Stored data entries
# # # # #

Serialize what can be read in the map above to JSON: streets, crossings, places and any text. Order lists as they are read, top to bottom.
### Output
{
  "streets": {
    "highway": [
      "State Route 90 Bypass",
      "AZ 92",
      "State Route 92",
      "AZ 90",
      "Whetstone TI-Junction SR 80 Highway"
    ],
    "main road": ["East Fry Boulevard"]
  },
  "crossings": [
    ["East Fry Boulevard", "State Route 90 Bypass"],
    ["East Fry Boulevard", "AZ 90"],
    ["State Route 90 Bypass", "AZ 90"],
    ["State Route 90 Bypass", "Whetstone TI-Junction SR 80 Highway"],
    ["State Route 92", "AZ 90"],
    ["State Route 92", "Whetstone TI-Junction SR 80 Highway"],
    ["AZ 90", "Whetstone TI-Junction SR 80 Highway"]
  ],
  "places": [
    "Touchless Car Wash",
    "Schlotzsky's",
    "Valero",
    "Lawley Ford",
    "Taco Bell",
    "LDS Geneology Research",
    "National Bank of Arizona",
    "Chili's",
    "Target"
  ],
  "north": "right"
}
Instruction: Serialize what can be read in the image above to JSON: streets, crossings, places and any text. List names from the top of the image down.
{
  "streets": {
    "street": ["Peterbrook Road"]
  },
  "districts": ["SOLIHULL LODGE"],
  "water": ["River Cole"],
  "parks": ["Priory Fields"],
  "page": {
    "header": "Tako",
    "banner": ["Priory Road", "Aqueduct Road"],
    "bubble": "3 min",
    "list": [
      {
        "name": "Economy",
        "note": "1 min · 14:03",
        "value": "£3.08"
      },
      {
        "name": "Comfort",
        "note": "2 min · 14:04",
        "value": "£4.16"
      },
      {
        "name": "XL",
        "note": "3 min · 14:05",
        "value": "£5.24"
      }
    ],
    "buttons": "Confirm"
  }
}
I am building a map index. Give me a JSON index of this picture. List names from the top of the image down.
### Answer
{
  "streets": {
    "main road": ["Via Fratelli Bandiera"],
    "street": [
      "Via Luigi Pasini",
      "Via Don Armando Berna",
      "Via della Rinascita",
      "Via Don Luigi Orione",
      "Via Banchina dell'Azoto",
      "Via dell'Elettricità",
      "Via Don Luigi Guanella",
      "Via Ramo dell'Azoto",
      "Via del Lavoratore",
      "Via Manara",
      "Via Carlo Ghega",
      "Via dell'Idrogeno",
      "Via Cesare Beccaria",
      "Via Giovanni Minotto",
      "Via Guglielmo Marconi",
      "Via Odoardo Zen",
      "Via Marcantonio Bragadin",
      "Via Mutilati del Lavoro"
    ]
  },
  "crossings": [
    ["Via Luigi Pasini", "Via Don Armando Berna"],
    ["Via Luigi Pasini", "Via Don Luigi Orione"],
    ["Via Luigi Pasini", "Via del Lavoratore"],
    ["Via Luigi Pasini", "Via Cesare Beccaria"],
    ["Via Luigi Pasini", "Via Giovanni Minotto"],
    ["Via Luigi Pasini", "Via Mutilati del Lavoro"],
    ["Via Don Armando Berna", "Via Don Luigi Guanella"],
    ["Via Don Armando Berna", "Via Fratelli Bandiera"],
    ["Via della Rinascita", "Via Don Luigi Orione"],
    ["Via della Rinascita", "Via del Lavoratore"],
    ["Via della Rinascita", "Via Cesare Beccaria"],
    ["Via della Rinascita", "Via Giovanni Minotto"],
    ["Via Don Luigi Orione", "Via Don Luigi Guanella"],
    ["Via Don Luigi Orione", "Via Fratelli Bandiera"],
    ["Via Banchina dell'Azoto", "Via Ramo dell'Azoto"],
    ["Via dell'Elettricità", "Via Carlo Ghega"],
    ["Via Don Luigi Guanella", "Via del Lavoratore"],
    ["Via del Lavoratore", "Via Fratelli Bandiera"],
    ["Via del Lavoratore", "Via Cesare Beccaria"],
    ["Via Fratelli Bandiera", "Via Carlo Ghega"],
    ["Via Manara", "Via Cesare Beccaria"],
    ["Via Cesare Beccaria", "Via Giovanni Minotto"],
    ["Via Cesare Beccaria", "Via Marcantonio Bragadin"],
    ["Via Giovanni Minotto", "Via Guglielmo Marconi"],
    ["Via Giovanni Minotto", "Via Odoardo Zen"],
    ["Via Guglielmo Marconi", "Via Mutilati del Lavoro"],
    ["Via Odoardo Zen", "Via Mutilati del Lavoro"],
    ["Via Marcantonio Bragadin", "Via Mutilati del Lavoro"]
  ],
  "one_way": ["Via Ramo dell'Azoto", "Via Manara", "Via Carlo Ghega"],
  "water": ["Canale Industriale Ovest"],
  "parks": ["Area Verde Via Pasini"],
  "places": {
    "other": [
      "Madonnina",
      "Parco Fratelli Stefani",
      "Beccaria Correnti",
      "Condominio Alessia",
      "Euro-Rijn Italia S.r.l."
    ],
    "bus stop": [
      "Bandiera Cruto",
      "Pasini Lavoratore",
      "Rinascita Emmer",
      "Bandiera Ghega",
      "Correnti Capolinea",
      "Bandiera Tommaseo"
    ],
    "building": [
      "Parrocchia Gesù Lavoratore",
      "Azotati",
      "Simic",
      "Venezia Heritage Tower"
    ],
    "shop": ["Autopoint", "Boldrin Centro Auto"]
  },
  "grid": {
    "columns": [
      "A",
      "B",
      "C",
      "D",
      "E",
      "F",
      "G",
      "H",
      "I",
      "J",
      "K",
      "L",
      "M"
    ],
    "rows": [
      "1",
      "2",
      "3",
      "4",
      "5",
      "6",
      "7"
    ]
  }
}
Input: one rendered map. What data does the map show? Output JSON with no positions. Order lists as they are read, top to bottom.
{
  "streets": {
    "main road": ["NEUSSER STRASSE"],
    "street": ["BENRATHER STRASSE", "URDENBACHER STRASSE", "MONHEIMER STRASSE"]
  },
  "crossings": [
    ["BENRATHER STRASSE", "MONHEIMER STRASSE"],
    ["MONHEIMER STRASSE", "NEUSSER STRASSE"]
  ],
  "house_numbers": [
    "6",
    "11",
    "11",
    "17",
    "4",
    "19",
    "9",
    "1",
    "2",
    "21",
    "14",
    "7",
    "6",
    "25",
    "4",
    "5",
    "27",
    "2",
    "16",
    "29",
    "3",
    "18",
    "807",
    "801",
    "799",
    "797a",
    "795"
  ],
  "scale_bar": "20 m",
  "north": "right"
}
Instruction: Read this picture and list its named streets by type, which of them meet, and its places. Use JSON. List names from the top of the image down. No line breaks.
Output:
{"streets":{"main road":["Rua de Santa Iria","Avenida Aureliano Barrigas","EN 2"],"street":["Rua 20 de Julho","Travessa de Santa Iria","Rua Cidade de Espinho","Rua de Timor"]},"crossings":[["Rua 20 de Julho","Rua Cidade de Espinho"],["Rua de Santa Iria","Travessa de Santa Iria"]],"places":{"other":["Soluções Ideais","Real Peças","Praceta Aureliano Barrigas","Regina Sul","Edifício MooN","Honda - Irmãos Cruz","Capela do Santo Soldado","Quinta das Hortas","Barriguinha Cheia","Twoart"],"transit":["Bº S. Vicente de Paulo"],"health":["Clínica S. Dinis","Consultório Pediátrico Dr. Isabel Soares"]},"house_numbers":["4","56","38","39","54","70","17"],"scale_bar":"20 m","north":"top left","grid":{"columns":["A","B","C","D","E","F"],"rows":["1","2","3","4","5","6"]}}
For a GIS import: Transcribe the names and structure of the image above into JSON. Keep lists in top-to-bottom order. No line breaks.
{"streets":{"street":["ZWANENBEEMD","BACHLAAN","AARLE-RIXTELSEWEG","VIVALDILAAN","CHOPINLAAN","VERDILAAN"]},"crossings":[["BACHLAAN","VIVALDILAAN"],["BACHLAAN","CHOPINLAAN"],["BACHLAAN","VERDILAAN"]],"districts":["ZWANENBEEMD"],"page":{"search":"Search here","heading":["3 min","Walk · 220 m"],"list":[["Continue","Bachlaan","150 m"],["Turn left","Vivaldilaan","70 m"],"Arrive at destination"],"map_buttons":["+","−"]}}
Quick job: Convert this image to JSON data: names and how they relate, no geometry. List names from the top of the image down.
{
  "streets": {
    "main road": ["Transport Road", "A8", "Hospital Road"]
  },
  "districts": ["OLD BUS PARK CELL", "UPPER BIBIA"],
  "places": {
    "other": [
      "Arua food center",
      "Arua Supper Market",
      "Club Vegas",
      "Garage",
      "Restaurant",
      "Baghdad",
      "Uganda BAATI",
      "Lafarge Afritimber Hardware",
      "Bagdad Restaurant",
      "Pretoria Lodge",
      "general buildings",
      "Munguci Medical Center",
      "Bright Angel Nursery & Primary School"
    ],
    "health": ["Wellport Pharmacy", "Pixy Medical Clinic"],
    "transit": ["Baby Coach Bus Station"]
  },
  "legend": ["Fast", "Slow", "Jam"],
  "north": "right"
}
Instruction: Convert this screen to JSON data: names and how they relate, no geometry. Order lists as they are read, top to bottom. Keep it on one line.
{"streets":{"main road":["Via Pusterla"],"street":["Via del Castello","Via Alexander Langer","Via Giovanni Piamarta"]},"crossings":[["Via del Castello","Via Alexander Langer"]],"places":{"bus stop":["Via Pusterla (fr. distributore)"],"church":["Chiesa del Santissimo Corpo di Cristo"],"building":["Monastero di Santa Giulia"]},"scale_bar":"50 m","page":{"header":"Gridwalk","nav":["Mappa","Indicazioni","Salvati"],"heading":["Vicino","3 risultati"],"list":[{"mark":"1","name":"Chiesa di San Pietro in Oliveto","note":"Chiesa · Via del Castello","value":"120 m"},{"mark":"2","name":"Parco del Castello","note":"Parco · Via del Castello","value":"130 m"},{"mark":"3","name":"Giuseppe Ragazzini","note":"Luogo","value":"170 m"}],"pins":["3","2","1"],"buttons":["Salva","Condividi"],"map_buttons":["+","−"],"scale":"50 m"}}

# # # # #

- **TASK DESCRIPTION**
Among the records above, only the lines between the line holding "Input: one rendered" and the line holding "Instruction: Read this", inclusive, are to be output, exactly as written.

- **EXERCISE SOLUTION**
Input: one rendered map. What data does the map show? Output JSON with no positions. Order lists as they are read, top to bottom.
{
  "streets": {
    "main road": ["NEUSSER STRASSE"],
    "street": ["BENRATHER STRASSE", "URDENBACHER STRASSE", "MONHEIMER STRASSE"]
  },
  "crossings": [
    ["BENRATHER STRASSE", "MONHEIMER STRASSE"],
    ["MONHEIMER STRASSE", "NEUSSER STRASSE"]
  ],
  "house_numbers": [
    "6",
    "11",
    "11",
    "17",
    "4",
    "19",
    "9",
    "1",
    "2",
    "21",
    "14",
    "7",
    "6",
    "25",
    "4",
    "5",
    "27",
    "2",
    "16",
    "29",
    "3",
    "18",
    "807",
    "801",
    "799",
    "797a",
    "795"
  ],
  "scale_bar": "20 m",
  "north": "right"
}
Instruction: Read this picture and list its named streets by type, which of them meet, and its places. Use JSON. List names from the top of the image down. No line breaks.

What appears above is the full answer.